The Chetnik Detachments of the Yugoslav Army, also known as the Yugoslav Army in the Homeland or The Ravna Gora Movement, commonly known as the Chetniks was a World War II movement in Yugoslavia led by Draža Mihailović , an anti-Axis movement in their long-term goals which engaged in marginal resistance activities for limited periods.They also engaged in tactical or selective collaboration with the occupying forces for almost all of the war
On 28 June 1941, Chetniks killed 47 Bosniaks, mostly women, and children, in the village of Avtovac, which they robbed and burned. Dragutin Šimunčić, officer of the Croatian Home Guard’s 3rd Company wrote in a report dated 24 October 1941 that he saw a corps of a slaughtered child age between 6 and 8 at the entrance to the village, a man whose heart had been pulled out by Chetniks, another man whose genitals had been cut off, and a woman whose arms had been cut off.
On 27 July 1941, Chetniks, under the command of Branko “Brane” Bogunović, killed 62 Croats, of whom 5 were women and 9 children, during the Bosansko Grahovo massacre. They also robbed and burned a number of Croatian houses in Bosansko Grahovo and five surrounding villages. More than 250 Croatian men, women, and children from Obalj, Korita, Luka, Ugarci and Crni Lug were killed. During the massacre, the Chetniks tortured a Catholic priest, Rev Juraj Gospodnetić, and later burned him alive in front of his mother. Some Croats who had fled to Knin started returning to the area in early November 1941, but Bogunović barred them.
In a report from the Knin police district from 13 November 1941, it’s written that Bogunović “threatens and slaughters Croatian people every day until he kills the last Croat because [according to him] no Croat shall live on his territory. (…) On 12 November, Bogunović killed five shepherds from Luka and then took their 500 sheep, 20 cattle, and 10 horses. It’s also known that a few days ago Mate Samardžija, his wife, and child went missing under Bogunović’s authority. (…) [Due to Bogunović], the Croatian people are forced to leave their homes and properties and run to Knin to at least save their lives”. On 12 November 1941, Bogunović said in Sava Dešić’s inn near Kninsko Polje that “There is no salvation for the Croats, and there is no need for them to run because they cannot escape, there is no Croatian state, nor will it be, and all Croats need to be slaughtered.” In addition, a significant number of Bosniaks who worked in the nearby cellulose factory were killed.
Between 11-13 April 1941, Chetniks killed 17 Croats, of whom 5 were women, in Derventa.
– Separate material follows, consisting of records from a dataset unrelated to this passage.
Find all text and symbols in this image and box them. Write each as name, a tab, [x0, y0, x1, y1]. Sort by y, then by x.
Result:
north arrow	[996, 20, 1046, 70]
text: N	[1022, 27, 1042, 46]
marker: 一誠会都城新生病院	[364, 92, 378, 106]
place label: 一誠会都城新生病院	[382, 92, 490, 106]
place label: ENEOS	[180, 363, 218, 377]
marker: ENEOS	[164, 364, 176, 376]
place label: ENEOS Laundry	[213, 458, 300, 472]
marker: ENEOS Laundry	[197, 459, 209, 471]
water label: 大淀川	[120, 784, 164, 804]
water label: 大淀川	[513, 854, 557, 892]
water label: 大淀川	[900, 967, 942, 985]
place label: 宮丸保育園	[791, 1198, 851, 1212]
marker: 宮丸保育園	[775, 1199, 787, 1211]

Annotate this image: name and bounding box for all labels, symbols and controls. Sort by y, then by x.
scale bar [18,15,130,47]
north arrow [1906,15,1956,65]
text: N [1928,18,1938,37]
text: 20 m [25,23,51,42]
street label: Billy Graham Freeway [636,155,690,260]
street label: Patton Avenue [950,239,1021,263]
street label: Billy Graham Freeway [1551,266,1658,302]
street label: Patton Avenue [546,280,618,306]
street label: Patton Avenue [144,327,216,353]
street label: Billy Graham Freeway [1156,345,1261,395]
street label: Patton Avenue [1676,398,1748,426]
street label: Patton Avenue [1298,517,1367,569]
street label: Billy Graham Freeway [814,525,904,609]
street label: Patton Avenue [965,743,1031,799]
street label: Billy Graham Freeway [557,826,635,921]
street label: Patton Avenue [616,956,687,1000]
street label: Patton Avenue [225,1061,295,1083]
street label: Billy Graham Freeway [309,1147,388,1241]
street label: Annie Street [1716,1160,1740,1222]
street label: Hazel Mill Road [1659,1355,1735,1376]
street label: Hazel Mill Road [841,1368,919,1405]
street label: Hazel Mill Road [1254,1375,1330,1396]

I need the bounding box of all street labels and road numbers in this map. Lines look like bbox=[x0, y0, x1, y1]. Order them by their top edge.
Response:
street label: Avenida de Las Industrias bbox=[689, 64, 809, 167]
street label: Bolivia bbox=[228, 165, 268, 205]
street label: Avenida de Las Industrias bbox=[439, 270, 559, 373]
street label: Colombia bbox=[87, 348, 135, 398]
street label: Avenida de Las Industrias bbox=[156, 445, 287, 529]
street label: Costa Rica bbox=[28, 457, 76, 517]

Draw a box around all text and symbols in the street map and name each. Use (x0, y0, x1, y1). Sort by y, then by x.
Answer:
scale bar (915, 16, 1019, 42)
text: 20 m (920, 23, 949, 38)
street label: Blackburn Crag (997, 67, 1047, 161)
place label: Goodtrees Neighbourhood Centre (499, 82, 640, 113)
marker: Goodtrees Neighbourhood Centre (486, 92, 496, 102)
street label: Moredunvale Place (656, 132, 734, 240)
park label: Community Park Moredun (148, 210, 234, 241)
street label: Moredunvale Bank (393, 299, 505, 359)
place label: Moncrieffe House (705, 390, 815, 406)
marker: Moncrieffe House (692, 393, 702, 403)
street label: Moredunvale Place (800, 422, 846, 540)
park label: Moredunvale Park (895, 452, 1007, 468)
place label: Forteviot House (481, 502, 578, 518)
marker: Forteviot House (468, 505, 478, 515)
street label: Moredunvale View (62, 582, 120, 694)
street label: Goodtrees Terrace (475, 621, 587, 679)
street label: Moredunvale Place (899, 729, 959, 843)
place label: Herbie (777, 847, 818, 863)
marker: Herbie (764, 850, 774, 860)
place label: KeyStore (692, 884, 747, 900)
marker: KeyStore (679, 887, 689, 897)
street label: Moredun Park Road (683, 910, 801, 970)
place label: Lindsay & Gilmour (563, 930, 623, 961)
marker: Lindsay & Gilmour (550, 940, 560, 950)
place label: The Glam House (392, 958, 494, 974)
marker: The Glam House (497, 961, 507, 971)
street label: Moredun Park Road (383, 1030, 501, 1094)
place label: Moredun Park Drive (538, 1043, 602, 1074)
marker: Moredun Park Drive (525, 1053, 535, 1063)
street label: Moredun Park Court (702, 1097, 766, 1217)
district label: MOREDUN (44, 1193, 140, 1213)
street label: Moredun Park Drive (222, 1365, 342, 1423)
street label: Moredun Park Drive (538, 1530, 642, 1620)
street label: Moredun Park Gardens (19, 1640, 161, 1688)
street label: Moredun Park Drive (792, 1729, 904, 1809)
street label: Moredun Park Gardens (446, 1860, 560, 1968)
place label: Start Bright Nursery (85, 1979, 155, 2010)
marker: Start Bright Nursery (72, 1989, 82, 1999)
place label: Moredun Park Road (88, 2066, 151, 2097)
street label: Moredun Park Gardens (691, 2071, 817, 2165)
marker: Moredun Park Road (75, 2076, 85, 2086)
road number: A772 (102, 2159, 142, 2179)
Between 13 and 15 April 1941, Chetniks killed 20 Croats and 5 Bosniaks and burned 40 houses in the area around Čapljina and on 15 April 1941 in the area near Mostar killed 5 Croats, including 1 woman, and burned the Croatian villages of Cim and Ilići. During the Italian Fascist Operation Albia around Biokovo, that lasted between 29 August and 3 September 1942, Chetniks, under the command of Petar Baćović, committed crimes against Croat civilians, most notably in Zabiokovlje during which they killed at least 141 Croats, and robbed and burned the villages of Rašćan, Kozica, Dragljane, and Župa.
Baćović mentioned these crimes in the report to Mihailović from 5 September 1942: “(…) Additionally, I would like to add in regards to the departure of our criminal expedition in Ljubuški and Imotski, that our Chetniks (…) skinned alive three Catholic priests between Ljubuški and Vrgorac. Our Chetniks were killing all men aged 15 and above. Woman and children under the age of 15 haven’t been killed. 17 villages were completely burned.” Over the night of 1/2 August 1941, Serbs from the Donji Lapac area rebelled against NDH so around 2,000 Croats from Boričevac were forced to flee to Kulen Vakuf. On 2 August, Chetniks entered Boričevac, killed around 400 people and destroyed the village, including a Catholic church, and committed numerous crimes in Brotinja, Mišljenovac, Donji, Gornji Lapac, and other surrounding villages.
On 27 July, Chetniks threw 37 Croats into a pit. They also killed a group of 300 Croats at Trubar near Drvar, who had been led by Father Waldemar Maksimilian Nestor home from a pilgrimage in Knin.
Between 9-10 August 1941, Chetniks massacred Croats, mostly seniors, women, and children (including 49 children under the age of 12) in Krnjeuša. Croatian homes were burned and robbed. So far, 240 killed civilians were identified, including a 34-year-old Catholic priest, Rev Krešimir Barišić, who was tortured and burned alive, as well as 49 children and 72 women (a number of whom were pregnant). That same day, Chetniks killed about 70 Croats in the neighboring village of Vrtoče. A number of people ran to Bihać. After the massacre, the Croat population almost entirely disappeared from the area.